**Recorded information**.
((

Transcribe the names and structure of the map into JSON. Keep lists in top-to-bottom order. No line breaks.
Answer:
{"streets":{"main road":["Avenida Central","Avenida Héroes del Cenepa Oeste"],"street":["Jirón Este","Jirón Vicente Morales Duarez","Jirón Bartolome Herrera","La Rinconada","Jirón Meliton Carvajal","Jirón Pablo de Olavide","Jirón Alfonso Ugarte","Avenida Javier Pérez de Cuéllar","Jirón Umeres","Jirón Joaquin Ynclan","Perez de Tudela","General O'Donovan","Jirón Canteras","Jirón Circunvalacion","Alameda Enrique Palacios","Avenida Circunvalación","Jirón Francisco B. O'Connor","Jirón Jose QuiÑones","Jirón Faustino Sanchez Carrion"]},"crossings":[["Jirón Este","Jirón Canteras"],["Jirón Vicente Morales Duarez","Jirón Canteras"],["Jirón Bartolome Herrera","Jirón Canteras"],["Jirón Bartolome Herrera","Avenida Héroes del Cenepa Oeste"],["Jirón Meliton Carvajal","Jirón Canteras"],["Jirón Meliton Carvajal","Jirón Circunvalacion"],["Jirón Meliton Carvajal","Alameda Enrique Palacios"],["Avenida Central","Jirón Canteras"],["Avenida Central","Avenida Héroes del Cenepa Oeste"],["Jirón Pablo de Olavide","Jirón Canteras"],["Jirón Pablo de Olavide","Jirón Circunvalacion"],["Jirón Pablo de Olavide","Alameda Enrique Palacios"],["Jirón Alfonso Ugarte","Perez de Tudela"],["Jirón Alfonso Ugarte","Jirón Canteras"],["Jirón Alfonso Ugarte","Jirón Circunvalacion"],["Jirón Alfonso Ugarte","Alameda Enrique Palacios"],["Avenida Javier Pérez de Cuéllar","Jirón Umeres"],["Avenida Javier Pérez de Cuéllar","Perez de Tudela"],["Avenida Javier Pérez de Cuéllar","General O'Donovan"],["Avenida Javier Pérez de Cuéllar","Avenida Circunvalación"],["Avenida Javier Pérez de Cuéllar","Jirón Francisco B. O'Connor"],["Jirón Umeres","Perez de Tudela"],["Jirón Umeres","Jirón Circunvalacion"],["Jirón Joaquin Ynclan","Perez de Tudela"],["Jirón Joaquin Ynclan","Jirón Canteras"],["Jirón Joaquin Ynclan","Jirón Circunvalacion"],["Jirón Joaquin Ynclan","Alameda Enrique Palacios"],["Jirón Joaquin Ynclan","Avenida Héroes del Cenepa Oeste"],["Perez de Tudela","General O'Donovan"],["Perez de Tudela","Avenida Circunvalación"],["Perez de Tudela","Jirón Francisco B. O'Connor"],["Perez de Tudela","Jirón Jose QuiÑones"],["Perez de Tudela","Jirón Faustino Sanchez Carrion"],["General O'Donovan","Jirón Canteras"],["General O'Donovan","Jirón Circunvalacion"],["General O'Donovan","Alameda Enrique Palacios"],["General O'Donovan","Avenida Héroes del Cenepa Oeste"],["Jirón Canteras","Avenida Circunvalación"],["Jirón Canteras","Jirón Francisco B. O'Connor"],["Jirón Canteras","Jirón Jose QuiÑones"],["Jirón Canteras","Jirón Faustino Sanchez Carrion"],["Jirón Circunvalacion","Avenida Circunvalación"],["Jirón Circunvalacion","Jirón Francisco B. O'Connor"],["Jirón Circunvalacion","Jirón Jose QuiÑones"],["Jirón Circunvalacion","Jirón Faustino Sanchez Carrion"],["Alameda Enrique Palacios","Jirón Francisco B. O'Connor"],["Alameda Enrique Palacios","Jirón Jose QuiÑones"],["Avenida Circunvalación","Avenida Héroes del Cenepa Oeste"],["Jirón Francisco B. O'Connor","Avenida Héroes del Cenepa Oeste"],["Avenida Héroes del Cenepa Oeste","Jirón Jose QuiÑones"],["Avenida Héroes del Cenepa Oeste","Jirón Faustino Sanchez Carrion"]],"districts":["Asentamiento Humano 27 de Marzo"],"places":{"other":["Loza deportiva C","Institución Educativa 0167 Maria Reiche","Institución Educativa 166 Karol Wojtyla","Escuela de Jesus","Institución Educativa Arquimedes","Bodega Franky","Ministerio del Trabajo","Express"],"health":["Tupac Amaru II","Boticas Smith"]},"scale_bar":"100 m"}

))

**The problem**. Each line of the material should be echoed exactly.

**Answer to this task**.
Transcribe the names and structure of the map into JSON. Keep lists in top-to-bottom order. No line breaks.
Answer:
{"streets":{"main road":["Avenida Central","Avenida Héroes del Cenepa Oeste"],"street":["Jirón Este","Jirón Vicente Morales Duarez","Jirón Bartolome Herrera","La Rinconada","Jirón Meliton Carvajal","Jirón Pablo de Olavide","Jirón Alfonso Ugarte","Avenida Javier Pérez de Cuéllar","Jirón Umeres","Jirón Joaquin Ynclan","Perez de Tudela","General O'Donovan","Jirón Canteras","Jirón Circunvalacion","Alameda Enrique Palacios","Avenida Circunvalación","Jirón Francisco B. O'Connor","Jirón Jose QuiÑones","Jirón Faustino Sanchez Carrion"]},"crossings":[["Jirón Este","Jirón Canteras"],["Jirón Vicente Morales Duarez","Jirón Canteras"],["Jirón Bartolome Herrera","Jirón Canteras"],["Jirón Bartolome Herrera","Avenida Héroes del Cenepa Oeste"],["Jirón Meliton Carvajal","Jirón Canteras"],["Jirón Meliton Carvajal","Jirón Circunvalacion"],["Jirón Meliton Carvajal","Alameda Enrique Palacios"],["Avenida Central","Jirón Canteras"],["Avenida Central","Avenida Héroes del Cenepa Oeste"],["Jirón Pablo de Olavide","Jirón Canteras"],["Jirón Pablo de Olavide","Jirón Circunvalacion"],["Jirón Pablo de Olavide","Alameda Enrique Palacios"],["Jirón Alfonso Ugarte","Perez de Tudela"],["Jirón Alfonso Ugarte","Jirón Canteras"],["Jirón Alfonso Ugarte","Jirón Circunvalacion"],["Jirón Alfonso Ugarte","Alameda Enrique Palacios"],["Avenida Javier Pérez de Cuéllar","Jirón Umeres"],["Avenida Javier Pérez de Cuéllar","Perez de Tudela"],["Avenida Javier Pérez de Cuéllar","General O'Donovan"],["Avenida Javier Pérez de Cuéllar","Avenida Circunvalación"],["Avenida Javier Pérez de Cuéllar","Jirón Francisco B. O'Connor"],["Jirón Umeres","Perez de Tudela"],["Jirón Umeres","Jirón Circunvalacion"],["Jirón Joaquin Ynclan","Perez de Tudela"],["Jirón Joaquin Ynclan","Jirón Canteras"],["Jirón Joaquin Ynclan","Jirón Circunvalacion"],["Jirón Joaquin Ynclan","Alameda Enrique Palacios"],["Jirón Joaquin Ynclan","Avenida Héroes del Cenepa Oeste"],["Perez de Tudela","General O'Donovan"],["Perez de Tudela","Avenida Circunvalación"],["Perez de Tudela","Jirón Francisco B. O'Connor"],["Perez de Tudela","Jirón Jose QuiÑones"],["Perez de Tudela","Jirón Faustino Sanchez Carrion"],["General O'Donovan","Jirón Canteras"],["General O'Donovan","Jirón Circunvalacion"],["General O'Donovan","Alameda Enrique Palacios"],["General O'Donovan","Avenida Héroes del Cenepa Oeste"],["Jirón Canteras","Avenida Circunvalación"],["Jirón Canteras","Jirón Francisco B. O'Connor"],["Jirón Canteras","Jirón Jose QuiÑones"],["Jirón Canteras","Jirón Faustino Sanchez Carrion"],["Jirón Circunvalacion","Avenida Circunvalación"],["Jirón Circunvalacion","Jirón Francisco B. O'Connor"],["Jirón Circunvalacion","Jirón Jose QuiÑones"],["Jirón Circunvalacion","Jirón Faustino Sanchez Carrion"],["Alameda Enrique Palacios","Jirón Francisco B. O'Connor"],["Alameda Enrique Palacios","Jirón Jose QuiÑones"],["Avenida Circunvalación","Avenida Héroes del Cenepa Oeste"],["Jirón Francisco B. O'Connor","Avenida Héroes del Cenepa Oeste"],["Avenida Héroes del Cenepa Oeste","Jirón Jose QuiÑones"],["Avenida Héroes del Cenepa Oeste","Jirón Faustino Sanchez Carrion"]],"districts":["Asentamiento Humano 27 de Marzo"],"places":{"other":["Loza deportiva C","Institución Educativa 0167 Maria Reiche","Institución Educativa 166 Karol Wojtyla","Escuela de Jesus","Institución Educativa Arquimedes","Bodega Franky","Ministerio del Trabajo","Express"],"health":["Tupac Amaru II","Boticas Smith"]},"scale_bar":"100 m"}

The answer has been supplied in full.